Wednesday, September 29, 2021

Michaela Coel / The Quietest Emmys Speech Was the Loudest

Michael Coel
Photo by Cliff Lipson


The Quietest Emmys Speech Was the Loudest

After winning her award, Michaela Coel delivered the rare message meant for those outside the glitzy room in which she stood.

By Shirley Li
September 20, 2021

When the camera turned to Michaela Coel after she won an Emmy for limited-series writing, she looked overwhelmed. The creator, star, writer, and co-director of I May Destroy You kept her head down, her shoulders slouched. Next to her, Coel’s former co-star Cynthia Erivo whispered something into her ear—a pep talk, maybe. But for a few seconds, Coel remained still, as if the weight of her first, historic Emmy win might keep her from going onstage. 



Michaela Coel


Luckily, it didn’t. Coel gave one of the night’s shortest speeches, and perhaps its most revealing. In her remarks, Coel did something unusual: She thought about her audience, tried to reach beyond the other entertainers seated in the room with her. “Write the tale that scares you, that makes you feel uncertain, that isn’t comfortable,” she said. “I dare you … Visibility these days seems to somehow equate to success. Do not be afraid to disappear—from it, from us—for a while, and see what comes to you in the silence.” She spoke directly to the potential storytellers hoping to one day be onstage. And she didn’t just advise them; in a night of pomp and circumstance, she reminded them of the value of quieter triumphs.

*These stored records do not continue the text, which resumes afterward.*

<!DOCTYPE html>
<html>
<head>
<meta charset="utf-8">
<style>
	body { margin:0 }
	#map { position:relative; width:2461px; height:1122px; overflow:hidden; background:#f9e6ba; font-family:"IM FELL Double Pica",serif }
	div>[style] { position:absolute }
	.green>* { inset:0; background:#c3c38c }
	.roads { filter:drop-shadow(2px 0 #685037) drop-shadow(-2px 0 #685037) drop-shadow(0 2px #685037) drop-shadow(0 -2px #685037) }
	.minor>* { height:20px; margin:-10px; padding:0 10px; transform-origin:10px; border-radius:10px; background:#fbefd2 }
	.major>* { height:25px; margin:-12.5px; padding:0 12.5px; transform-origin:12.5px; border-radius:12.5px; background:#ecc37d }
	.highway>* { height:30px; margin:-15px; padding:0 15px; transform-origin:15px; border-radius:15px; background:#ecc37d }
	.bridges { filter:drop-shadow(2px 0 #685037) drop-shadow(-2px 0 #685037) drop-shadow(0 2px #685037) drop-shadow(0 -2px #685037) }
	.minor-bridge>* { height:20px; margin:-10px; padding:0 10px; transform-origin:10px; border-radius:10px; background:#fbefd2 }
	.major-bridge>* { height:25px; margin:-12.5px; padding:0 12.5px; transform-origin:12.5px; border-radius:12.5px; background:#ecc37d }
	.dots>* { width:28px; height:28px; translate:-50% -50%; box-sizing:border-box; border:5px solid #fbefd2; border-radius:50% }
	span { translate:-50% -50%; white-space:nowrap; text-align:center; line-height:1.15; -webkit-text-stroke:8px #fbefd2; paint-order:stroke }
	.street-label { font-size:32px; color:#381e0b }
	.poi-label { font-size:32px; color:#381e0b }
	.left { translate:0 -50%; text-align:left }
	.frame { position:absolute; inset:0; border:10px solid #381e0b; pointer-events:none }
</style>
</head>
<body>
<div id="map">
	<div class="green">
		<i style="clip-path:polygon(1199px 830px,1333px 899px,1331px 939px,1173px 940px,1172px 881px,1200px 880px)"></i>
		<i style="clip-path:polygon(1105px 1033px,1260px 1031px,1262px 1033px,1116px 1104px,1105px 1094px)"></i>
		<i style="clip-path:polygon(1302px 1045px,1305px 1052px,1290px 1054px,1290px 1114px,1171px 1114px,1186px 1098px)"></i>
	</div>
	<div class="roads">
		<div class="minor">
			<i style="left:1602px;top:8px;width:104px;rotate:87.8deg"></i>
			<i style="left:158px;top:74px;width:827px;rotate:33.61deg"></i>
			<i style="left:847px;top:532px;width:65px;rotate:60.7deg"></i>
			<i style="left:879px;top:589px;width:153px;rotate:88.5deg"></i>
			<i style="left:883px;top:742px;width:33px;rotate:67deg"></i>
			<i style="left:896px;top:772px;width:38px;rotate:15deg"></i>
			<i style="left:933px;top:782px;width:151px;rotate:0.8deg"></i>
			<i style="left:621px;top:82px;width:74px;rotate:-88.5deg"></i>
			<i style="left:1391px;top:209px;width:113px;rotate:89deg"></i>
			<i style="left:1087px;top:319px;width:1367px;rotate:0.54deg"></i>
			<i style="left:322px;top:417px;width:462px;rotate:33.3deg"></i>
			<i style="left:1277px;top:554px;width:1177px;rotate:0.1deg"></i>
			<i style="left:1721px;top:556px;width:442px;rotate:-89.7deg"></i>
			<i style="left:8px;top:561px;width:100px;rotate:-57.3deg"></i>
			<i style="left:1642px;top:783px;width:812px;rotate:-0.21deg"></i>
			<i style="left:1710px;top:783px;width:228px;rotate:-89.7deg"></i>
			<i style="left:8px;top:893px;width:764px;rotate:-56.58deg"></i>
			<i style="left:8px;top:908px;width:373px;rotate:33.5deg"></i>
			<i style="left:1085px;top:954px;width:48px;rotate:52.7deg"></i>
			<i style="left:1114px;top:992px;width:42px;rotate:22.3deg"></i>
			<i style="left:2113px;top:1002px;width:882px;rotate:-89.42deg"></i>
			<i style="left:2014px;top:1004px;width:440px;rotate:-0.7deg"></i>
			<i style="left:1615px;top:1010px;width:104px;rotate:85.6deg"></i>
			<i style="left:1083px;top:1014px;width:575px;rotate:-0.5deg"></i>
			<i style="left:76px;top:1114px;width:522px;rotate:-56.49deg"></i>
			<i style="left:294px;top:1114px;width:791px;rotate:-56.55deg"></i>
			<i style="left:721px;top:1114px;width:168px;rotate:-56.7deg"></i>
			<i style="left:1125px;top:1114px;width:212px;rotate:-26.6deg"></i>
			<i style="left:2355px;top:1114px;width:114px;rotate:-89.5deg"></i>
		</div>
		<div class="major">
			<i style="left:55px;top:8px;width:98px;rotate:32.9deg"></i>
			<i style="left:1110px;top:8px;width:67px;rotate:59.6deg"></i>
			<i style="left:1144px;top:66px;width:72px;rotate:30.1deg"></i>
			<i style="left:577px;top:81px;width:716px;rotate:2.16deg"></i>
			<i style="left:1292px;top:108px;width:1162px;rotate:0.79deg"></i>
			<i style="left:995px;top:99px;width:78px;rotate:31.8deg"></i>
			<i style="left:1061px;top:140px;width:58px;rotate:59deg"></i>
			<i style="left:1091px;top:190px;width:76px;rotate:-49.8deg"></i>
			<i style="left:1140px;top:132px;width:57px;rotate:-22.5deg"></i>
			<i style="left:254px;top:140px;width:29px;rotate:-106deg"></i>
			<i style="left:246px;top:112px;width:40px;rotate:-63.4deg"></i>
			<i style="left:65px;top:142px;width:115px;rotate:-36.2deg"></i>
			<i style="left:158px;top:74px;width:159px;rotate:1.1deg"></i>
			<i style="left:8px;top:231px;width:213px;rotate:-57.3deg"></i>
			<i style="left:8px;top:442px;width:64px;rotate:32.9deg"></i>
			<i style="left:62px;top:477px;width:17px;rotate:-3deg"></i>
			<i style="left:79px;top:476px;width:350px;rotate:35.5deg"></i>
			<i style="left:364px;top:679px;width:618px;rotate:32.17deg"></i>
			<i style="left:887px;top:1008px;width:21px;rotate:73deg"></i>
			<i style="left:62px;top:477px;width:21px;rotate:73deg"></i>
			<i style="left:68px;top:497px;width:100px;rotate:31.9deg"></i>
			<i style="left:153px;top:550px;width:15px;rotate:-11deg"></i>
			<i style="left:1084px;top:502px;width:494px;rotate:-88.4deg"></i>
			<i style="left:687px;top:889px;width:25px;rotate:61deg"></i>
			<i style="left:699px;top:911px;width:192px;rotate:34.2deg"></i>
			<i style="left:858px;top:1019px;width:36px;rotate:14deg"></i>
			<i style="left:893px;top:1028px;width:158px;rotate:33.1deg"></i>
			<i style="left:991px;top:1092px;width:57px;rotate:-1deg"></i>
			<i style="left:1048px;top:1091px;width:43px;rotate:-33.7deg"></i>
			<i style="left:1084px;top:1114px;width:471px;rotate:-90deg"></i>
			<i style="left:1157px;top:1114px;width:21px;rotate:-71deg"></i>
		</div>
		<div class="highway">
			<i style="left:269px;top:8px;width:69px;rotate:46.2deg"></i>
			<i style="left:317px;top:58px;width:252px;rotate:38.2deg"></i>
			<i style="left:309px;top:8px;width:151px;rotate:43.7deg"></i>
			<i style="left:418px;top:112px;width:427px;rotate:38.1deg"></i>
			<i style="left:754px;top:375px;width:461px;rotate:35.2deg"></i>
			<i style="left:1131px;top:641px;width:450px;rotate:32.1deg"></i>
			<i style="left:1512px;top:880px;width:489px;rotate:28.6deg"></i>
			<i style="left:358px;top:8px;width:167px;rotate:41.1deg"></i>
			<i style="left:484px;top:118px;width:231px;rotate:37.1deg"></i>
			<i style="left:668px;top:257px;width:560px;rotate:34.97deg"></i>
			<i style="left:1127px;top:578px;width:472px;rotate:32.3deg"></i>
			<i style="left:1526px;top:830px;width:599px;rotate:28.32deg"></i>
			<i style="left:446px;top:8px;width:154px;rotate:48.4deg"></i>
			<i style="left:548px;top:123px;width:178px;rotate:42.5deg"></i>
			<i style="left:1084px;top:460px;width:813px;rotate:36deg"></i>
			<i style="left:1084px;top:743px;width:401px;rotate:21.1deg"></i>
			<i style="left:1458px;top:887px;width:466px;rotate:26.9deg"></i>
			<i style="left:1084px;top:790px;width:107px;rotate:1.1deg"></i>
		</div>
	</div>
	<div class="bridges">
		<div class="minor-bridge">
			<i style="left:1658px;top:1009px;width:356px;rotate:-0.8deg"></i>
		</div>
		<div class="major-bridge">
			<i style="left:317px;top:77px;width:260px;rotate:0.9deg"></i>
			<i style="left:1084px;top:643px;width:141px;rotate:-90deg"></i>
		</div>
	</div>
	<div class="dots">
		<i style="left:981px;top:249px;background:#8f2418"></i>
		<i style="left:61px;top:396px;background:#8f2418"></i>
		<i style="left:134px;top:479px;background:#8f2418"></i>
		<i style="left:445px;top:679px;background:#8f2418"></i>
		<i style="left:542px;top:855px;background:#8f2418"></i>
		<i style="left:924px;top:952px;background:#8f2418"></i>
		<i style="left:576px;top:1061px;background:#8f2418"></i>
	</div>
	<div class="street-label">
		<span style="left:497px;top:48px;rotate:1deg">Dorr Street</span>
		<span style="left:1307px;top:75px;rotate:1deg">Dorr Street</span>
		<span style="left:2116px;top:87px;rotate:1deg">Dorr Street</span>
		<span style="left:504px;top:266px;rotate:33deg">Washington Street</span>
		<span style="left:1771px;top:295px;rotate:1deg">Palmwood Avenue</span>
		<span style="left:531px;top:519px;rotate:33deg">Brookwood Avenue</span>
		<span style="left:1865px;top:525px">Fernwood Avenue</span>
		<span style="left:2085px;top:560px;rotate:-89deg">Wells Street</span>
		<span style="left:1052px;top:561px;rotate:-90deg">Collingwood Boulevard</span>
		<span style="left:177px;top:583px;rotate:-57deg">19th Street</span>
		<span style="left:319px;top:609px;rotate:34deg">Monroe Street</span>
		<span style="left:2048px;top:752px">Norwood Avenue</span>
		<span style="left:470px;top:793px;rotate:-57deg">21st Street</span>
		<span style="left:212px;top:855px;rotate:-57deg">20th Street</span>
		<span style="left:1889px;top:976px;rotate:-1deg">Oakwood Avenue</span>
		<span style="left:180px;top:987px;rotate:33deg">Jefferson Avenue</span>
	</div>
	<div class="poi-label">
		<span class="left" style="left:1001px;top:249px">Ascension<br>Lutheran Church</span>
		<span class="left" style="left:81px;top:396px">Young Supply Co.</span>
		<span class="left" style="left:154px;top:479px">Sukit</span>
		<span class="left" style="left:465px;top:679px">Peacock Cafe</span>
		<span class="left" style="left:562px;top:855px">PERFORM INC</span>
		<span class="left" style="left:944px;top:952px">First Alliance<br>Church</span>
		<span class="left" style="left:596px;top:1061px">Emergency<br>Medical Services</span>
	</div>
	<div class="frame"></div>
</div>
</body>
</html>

Most awards-show speeches, at whatever length, don’t sound like this. They’re usually odes to the people who collaborated on the particular project being feted, with shout-outs to relatives and friends sprinkled in, and maybe a personal statement or two attached. This formula can work, but it can also highlight Hollywood’s solipsistic tendencies. See, for instance, last night’s speech from the writer-director Scott Frank, who won an Emmy for directing the limited series The Queen’s Gambit. In a long-winded attempt to thank what seemed to be everyone he’d ever worked with for the show, he ignored the exit music three times and scolded the Emmys’ producers for trying to play him off. The two speeches proved a stark contrast, and not just in length: Coel left an immediate impression, so much so that Olivia Colman, who won for lead actress in a drama a short while later, gave her a shout-out. Frank’s irritation at basic awards-show decorum and disregard for anyone beyond his own show’s colleagues made him the subject of online mockery.

Coel’s was the rare speech that understood what ceremonies such as the Emmys continue to overlook: what the audience at home truly wants to see. This year’s Emmys tried several glossy methods to improve ratings after the largely virtual 2020 Emmys failed to attract viewers. The 2021 format mimicked the Golden Globes, seating attendees at tables with food and drink. The show featured a host, Cedric the Entertainer, who starred in a handful of pre-taped sketches. It even had an opening number, and set up a separate party for the cast and crew of The Crown, in London, so they could tune in to the main event in downtown Los Angeles.

Yet for all of the Emmys’ efforts to attract eyeballs, the show still kept the audience at a remove. CBS, the network on which the awards aired, bleeped out profanity, making some speeches unclear. The show spoiled, during highlight clips, major plot reveals on Mare of Easttown and The Mandalorian—likely not an issue for the talent who worked on those series, but certainly a detriment to a casual TV watcher. And viewers never really learned whether the presenter Seth Rogen was joking when he complained that he’d been “lied to” about the ceremony being outdoors, and that, amid a pandemic, it was being held inside a “hermetically sealed tent” instead.

Coel, by contrast, invited the audience in. The artistry of her speech—in which she dedicated her award to “every single survivor of sexual assault”—came from her recognition that people would be watching, sinking ratings or not, and looking for something beyond GIF-able reaction shots and self-congratulatory acknowledgments. When the camera turned to her, she took a moment for herself, and then addressed those who needed to hear her the most.

Shirley Li is a staff writer at The Atlantic​, where she covers culture.